→ WHAT IS BEING ASKED:
Could you return every line of the material that contains the word "image"?

→ DATA SECTION:

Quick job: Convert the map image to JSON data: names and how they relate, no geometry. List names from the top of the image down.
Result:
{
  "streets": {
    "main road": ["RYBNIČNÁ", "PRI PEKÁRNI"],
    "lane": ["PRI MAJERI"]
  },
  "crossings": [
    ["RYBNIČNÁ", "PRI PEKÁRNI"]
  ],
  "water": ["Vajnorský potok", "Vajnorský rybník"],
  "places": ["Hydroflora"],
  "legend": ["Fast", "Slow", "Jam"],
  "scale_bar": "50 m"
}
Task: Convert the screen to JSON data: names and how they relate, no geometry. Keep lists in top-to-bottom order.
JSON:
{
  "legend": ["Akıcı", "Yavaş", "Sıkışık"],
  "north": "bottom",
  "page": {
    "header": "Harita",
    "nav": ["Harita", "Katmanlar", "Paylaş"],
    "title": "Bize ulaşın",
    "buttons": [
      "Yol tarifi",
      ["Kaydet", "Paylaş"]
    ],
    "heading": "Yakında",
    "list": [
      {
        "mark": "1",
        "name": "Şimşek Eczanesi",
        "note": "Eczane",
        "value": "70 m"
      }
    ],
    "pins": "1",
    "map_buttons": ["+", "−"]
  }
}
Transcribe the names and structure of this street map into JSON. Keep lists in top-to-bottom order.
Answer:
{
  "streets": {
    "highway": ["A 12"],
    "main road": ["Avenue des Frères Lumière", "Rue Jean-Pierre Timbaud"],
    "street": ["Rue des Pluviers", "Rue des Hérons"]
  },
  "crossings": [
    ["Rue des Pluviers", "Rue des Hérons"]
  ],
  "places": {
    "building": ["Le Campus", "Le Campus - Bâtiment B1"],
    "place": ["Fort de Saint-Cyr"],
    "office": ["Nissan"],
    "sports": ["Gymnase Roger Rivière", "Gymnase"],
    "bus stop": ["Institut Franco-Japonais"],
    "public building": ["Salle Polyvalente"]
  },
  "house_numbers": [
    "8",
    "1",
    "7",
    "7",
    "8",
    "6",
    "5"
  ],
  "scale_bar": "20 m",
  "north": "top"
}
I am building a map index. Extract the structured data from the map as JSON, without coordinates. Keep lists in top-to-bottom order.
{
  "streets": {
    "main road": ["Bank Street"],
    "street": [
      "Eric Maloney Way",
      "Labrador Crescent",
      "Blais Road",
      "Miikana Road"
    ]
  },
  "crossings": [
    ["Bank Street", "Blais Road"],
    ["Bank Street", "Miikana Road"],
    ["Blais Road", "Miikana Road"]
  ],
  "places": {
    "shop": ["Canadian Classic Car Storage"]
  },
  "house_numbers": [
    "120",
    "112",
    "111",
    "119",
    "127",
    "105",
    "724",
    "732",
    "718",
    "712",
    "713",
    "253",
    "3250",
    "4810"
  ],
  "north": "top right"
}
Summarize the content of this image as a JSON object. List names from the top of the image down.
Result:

→ REPLY TO THE TASK:
Quick job: Convert the map image to JSON data: names and how they relate, no geometry. List names from the top of the image down.
Summarize the content of this image as a JSON object. List names from the top of the image down.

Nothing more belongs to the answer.